At DuVine Adventures we spend much of our Summers with our guests on bike tours in Europe, several of those bike tours correspond with famous European bicycle races such as, the Tour de France and Giro d’Italia – where we run our specialty tours; The Pyrenees Bike Tour – Tour de France and The Giro d’Italia Bike Tour - So, since the Tour de France will be kicking off this weekend we thought we would share a brief history of bike racing in Europe.

da Vinci bicycle
Leonardo da Vinci first recorded the idea of the ‘bicycle’ with vivid and precise sketches in his Atlantic Code. These sketches contemplated features which are representative of the modern bike such as wheels of the same diameter and pedals.
The bicycle went through several metamorphoses, from the wooden and rigid ‘celerifere’ (1790) to the ‘velocifero’, until finally in 1888, Dunlop invented the pneumatic tires. This major breakthrough also marked the beginning of modern competitive racing. Cycling became very popular in the western European countries of France, Spain, Belgium, and Italy. Some of the earliest bicycle races remain among the sport’s biggest events.
In the ensuing years, road races were held everywhere in Europe: on November 7, 1869 the first long-distance road race between two cities took place. It stretched from L’Arc de Triomphe in Paris to the Cathedral in Rouen and was attended by 304 racers. The first Paris-Rouen race was won by British bicycle racer James Moore, soon to become one of the first cycling stars.

James Moore
Following the Paris-Rouen race, the pace of change in cycling intensified. The same year, the London – Brighton race was born. In 1870, the first Italian road race was held between Florence and Pistoia: 33 km covered in about 2 hours. However, the first ‘classic’ Italian race was the Turin-Milan in 1876: the race was won by Maghetti, who covered 150 km between the two cities. In 1890, another exhausting race was created: the Paris-Brest-Paris: 1260 km non-stop loop, day and night. Finally in 1896, the first real ‘classic’ French race was born: the Paris-Roubaix. While originally it started in Paris and ended in Roubaix, since 1968 the starting city has been Compiègne about 60 km north-east from Paris.
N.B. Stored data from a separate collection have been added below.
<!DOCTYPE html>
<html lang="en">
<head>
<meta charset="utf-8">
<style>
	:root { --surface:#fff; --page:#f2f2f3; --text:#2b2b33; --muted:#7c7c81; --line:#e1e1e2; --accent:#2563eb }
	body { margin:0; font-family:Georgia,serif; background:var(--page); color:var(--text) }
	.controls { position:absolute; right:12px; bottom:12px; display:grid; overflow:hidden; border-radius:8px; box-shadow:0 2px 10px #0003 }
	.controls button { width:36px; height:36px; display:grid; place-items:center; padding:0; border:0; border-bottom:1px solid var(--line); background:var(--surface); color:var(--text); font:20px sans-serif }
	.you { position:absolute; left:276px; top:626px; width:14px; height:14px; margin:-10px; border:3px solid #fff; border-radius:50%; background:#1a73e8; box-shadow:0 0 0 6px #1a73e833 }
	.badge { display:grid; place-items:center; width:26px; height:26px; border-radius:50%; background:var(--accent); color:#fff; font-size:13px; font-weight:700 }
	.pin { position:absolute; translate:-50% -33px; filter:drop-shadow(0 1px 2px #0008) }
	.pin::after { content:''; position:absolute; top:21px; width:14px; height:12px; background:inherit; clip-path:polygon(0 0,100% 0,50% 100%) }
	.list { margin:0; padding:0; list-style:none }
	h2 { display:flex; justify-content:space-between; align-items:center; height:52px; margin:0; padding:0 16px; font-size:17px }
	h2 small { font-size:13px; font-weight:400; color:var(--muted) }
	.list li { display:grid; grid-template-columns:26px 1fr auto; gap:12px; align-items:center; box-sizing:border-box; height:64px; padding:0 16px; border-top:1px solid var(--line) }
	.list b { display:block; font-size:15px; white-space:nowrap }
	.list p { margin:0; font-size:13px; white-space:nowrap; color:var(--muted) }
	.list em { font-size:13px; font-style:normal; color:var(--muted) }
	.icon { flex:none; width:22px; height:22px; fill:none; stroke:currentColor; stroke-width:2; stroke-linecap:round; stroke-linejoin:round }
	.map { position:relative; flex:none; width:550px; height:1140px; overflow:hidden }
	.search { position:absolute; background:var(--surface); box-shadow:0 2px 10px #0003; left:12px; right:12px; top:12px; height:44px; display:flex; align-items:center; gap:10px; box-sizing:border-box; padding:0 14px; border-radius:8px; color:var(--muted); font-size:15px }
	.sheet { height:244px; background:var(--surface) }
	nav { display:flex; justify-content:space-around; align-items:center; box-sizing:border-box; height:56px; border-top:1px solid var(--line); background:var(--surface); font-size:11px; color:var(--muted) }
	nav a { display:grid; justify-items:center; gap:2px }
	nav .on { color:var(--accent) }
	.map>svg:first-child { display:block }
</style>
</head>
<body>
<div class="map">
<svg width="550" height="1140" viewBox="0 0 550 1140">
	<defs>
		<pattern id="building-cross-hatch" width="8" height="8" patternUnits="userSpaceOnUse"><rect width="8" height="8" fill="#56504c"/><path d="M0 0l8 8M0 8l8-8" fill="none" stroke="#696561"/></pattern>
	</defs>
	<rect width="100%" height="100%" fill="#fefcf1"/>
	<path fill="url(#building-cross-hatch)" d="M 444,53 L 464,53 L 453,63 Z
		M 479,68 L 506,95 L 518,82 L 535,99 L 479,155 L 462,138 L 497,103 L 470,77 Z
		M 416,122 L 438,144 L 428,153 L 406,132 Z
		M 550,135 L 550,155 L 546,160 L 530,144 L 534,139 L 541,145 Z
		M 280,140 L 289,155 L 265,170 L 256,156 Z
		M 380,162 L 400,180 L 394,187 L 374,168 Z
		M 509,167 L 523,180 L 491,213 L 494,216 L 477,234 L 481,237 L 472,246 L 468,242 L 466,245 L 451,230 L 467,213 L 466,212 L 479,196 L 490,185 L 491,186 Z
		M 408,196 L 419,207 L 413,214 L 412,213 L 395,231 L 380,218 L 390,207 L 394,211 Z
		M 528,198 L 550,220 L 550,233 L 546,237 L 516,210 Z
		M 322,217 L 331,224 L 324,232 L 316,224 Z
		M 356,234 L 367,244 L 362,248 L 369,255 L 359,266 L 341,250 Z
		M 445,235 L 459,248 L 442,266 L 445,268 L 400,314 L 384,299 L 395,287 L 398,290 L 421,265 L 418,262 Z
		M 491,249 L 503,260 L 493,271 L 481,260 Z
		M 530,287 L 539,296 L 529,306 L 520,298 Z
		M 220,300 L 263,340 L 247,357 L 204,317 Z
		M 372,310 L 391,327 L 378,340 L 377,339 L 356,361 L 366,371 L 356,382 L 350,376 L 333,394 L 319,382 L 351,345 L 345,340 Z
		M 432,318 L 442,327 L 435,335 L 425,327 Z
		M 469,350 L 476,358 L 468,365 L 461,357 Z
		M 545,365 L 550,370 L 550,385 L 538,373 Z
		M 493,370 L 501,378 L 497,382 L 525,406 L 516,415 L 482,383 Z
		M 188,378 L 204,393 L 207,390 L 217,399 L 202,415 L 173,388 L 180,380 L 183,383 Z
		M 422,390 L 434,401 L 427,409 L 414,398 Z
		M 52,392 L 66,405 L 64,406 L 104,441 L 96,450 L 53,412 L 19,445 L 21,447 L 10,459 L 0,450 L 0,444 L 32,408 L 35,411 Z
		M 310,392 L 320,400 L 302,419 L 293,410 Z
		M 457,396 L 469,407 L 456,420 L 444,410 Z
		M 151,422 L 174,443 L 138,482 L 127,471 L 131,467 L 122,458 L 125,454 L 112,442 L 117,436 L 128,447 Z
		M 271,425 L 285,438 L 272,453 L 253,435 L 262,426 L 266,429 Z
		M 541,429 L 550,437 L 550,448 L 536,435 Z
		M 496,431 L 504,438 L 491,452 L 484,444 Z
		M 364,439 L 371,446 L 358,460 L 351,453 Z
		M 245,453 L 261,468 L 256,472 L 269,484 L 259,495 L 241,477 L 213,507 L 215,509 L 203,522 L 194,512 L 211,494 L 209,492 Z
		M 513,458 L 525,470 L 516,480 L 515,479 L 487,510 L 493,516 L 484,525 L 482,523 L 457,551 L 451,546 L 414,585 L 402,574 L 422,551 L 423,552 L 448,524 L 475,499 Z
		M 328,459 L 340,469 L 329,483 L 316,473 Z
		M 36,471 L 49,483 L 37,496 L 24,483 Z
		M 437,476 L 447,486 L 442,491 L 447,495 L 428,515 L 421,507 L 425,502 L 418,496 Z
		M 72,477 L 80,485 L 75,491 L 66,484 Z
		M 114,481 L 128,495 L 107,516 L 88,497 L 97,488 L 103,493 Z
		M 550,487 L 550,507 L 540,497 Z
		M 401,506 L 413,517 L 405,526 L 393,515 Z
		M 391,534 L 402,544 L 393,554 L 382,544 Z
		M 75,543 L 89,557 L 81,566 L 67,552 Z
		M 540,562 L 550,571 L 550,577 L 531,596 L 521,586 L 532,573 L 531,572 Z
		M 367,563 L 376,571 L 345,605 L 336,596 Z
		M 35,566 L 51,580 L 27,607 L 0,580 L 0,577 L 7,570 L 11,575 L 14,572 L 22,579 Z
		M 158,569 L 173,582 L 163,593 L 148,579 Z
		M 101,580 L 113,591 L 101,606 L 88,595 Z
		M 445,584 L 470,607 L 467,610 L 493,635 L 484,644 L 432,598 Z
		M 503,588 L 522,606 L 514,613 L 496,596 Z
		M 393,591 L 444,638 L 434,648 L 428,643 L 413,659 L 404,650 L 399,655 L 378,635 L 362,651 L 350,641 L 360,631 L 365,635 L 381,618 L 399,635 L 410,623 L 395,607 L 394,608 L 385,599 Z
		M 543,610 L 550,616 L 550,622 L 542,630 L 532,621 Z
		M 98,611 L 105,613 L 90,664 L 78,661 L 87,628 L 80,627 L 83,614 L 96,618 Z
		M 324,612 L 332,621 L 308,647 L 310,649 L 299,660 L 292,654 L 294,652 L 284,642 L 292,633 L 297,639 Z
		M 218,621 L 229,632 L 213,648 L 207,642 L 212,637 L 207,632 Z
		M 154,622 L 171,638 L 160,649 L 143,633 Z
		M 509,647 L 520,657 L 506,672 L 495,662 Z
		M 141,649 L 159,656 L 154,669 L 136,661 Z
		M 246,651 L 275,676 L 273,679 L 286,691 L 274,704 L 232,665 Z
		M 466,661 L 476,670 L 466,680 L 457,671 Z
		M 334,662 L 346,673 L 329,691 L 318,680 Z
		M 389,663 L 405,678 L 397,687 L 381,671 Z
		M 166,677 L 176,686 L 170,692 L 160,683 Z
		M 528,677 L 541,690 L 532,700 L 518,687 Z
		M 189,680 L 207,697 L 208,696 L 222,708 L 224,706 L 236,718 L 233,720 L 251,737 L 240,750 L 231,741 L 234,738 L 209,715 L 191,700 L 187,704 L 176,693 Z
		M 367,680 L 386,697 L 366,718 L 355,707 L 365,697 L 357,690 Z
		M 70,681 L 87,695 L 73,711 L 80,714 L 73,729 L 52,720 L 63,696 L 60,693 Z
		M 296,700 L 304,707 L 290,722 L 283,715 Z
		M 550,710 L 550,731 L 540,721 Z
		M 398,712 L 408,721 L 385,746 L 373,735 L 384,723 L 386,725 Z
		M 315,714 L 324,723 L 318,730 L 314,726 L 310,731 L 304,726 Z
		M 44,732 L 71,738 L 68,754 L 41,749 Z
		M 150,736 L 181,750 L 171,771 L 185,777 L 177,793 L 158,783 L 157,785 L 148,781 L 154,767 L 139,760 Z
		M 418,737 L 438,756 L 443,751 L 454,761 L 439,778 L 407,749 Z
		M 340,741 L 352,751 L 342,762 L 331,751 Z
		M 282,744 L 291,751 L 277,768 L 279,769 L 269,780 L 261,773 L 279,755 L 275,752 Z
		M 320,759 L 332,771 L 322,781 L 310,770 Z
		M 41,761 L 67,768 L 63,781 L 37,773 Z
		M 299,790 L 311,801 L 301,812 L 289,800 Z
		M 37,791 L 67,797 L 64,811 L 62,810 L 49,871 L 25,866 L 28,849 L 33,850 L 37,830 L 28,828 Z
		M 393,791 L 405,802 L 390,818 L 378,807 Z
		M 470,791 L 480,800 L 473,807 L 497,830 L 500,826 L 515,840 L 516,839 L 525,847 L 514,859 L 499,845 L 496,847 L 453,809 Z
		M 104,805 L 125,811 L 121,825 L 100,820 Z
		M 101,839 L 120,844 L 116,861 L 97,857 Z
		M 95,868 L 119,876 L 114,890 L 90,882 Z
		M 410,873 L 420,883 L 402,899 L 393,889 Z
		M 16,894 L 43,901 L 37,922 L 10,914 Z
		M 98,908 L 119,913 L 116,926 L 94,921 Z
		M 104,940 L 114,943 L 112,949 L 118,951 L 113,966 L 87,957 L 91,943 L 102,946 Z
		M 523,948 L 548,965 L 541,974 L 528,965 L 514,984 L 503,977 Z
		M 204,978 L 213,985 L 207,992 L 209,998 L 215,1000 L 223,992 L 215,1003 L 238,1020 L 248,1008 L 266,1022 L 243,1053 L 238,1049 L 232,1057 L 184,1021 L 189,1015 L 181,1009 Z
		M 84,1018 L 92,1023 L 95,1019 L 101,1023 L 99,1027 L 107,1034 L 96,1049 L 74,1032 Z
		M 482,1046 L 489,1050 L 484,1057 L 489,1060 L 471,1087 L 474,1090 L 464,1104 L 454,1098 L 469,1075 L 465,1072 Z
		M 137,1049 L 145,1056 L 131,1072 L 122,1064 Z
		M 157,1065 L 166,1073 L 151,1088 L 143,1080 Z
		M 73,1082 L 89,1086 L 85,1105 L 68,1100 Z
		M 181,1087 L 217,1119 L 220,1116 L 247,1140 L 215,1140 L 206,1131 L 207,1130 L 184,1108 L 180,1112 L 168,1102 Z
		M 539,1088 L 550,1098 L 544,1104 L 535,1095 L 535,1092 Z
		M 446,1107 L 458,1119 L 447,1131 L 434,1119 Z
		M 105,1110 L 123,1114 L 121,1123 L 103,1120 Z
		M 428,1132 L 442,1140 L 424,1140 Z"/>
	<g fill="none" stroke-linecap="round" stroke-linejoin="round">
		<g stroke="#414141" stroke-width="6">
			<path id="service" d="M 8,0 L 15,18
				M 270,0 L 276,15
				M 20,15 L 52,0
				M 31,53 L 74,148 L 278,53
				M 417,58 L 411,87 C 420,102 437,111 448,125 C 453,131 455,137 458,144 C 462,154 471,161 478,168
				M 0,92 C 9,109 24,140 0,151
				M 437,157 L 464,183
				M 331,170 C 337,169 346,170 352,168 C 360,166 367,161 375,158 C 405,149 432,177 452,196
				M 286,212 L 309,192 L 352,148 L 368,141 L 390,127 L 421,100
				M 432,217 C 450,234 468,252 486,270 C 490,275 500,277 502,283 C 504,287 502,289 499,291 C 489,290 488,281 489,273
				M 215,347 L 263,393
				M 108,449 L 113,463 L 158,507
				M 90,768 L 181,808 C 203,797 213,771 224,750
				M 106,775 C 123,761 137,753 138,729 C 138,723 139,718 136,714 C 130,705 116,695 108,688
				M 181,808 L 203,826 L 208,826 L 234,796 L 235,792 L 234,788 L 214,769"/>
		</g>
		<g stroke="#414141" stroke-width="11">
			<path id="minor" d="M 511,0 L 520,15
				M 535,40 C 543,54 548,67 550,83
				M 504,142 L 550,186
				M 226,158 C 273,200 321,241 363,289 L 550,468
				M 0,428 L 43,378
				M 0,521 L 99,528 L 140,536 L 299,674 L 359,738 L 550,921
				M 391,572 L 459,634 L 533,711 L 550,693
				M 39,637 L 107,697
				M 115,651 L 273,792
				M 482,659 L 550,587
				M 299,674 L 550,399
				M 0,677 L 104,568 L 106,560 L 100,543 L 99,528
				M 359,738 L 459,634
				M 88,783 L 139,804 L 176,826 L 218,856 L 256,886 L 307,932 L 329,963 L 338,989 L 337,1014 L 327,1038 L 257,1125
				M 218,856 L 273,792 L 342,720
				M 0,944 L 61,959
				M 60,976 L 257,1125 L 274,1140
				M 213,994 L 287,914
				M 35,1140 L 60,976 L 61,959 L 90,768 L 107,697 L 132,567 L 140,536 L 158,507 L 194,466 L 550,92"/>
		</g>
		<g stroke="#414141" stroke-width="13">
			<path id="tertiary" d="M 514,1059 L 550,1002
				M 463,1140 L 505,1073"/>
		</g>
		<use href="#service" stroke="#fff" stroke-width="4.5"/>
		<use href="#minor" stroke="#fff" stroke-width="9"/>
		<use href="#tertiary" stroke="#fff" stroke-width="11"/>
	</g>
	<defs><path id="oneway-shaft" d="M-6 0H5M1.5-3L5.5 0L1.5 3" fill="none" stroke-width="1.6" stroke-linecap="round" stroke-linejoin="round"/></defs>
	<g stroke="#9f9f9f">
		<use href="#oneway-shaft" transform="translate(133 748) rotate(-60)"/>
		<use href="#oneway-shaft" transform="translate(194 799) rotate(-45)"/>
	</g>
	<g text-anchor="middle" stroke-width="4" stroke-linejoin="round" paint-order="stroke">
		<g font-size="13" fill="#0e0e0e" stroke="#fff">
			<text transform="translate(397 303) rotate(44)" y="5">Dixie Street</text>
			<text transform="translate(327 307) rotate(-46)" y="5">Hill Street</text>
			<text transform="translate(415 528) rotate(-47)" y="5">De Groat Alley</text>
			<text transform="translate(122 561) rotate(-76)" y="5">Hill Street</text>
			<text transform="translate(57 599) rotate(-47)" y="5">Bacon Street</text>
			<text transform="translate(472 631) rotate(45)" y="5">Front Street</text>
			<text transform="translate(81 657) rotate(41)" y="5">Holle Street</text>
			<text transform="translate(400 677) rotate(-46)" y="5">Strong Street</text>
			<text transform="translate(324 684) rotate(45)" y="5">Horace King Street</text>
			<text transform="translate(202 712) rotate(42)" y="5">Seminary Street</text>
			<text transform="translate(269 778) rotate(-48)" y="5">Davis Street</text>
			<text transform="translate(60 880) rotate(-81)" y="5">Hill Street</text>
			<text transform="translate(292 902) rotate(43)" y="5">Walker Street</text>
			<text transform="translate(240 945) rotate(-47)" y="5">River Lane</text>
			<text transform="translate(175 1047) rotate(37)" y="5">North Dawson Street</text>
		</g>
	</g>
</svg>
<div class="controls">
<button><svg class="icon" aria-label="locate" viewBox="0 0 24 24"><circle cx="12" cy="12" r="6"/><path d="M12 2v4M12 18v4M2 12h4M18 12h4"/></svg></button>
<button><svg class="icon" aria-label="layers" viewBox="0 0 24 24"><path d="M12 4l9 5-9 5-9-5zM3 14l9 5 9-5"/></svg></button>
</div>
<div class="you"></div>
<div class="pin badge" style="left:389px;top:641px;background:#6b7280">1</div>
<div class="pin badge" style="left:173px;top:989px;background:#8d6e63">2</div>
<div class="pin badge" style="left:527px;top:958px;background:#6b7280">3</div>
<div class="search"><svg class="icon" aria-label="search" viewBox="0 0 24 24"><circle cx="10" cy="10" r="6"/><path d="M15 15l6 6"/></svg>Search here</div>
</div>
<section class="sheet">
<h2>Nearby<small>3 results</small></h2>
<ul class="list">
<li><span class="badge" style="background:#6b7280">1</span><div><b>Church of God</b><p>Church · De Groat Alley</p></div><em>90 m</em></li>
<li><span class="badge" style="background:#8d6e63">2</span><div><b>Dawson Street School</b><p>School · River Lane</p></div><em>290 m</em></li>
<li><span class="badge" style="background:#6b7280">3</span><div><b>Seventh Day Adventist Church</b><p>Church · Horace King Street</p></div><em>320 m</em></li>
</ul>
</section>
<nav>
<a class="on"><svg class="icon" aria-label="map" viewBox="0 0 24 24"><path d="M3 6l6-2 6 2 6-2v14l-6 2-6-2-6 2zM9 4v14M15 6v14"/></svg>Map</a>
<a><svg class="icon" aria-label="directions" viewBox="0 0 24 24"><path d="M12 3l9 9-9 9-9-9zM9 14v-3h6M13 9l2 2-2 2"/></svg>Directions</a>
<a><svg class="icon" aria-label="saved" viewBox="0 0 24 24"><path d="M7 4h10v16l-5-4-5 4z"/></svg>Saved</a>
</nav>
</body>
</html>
Famous for rough terrain and cobblestones, it is one of the “monuments” of the European calendar.
The first international body for racing was the International Cycling Association (ICA), established by Henry Sturmey (the founder of Sturmey-Archer). It opened in 1893 and held its first world championship in Chicago the same year. The ICA was replaced by the Union Cycliste International (UCI) which was set up on 14 April 1900 during the Olympic Games in Paris. The UCI was founded by the national cycling organizations of Belgium, the United States, France, Italy, and Switzerland. It replaced the ICA by setting up in opposition during a row over whether Great Britain should have been allowed just one team at world championships or separate teams representing Scotland, Wales and Ireland. Britain found itself outflanked and it was not able to join the UCI – under the conditions the UCI had imposed – until 1903, just in time to participate in what would become the most prestigious race of the ‘Grand Tours’: Le Tour de France.

vintage Tour de France
Denoted as ‘the most physiologically demanding of athletic events’, the roots of the Tour de France can be traced to the controversial Affair Dreyfus, which divided public opinion in France at the beginning of the 19th century over the innocence of Alfred Dreyfus, a soldier convicted – though later exonerated – of selling military secrets to the Germans. The editor of The Velo, the first and the largest daily sports newspaper in France, believed in Dreyfus’s innocence, while many anti-Dreyfusards opened a rival daily sports paper, L’Auto. Stagnant sales led the editors of L’Auto to come up with an idea of a multi-day bicycle race to surpass its rival. L’Auto announced the race on January 19, 1903, starting in Paris and stopping in Lyon, Marseille, Bordeaux and Nantes before returning to Paris. The first Tour De France was won by Maurice Garin, an Italian chimney sweep, and naturalized French citizen.
Six years after the first Tour the France, thanks to the editor of the main Italian sports newspaper La Gazzetta dello Sport, the second of the Grand Tours, the “Giro D’Italia,” was started. The “Giro” was preceded by the Milan – San Remo, “the Spring Classic” or ‘the sprinter classic’. This annual cycling race between Milan and San Remo was the longest professional one-day race at 298 km. The first was in 1907, when Lucien Petit-Breton won.

2010 Giro d'Italia
Finally, in 1921, the first International World Cycling Championship was organized in Copenhagen, but only in 1927 were professional racers allowed to enter the competition. The first professional World Cycling Championship took place at the Nurburgring, Germany and was won by Alfredo Binda, followed by Girardengo, Piemontesi and Belloni, all racers from Italy.
Inspired by the success of the Tours in France and Italy, and the boost they brought to the circulations of their sponsoring newspapers, the editors of the daily Spanish Informaciones adopted the concept to Spain. La Vuela (the tour of Spain) was first held in 1935 and annually since 1955.
Everything that follows this glorious prelude is written in the history of Racing.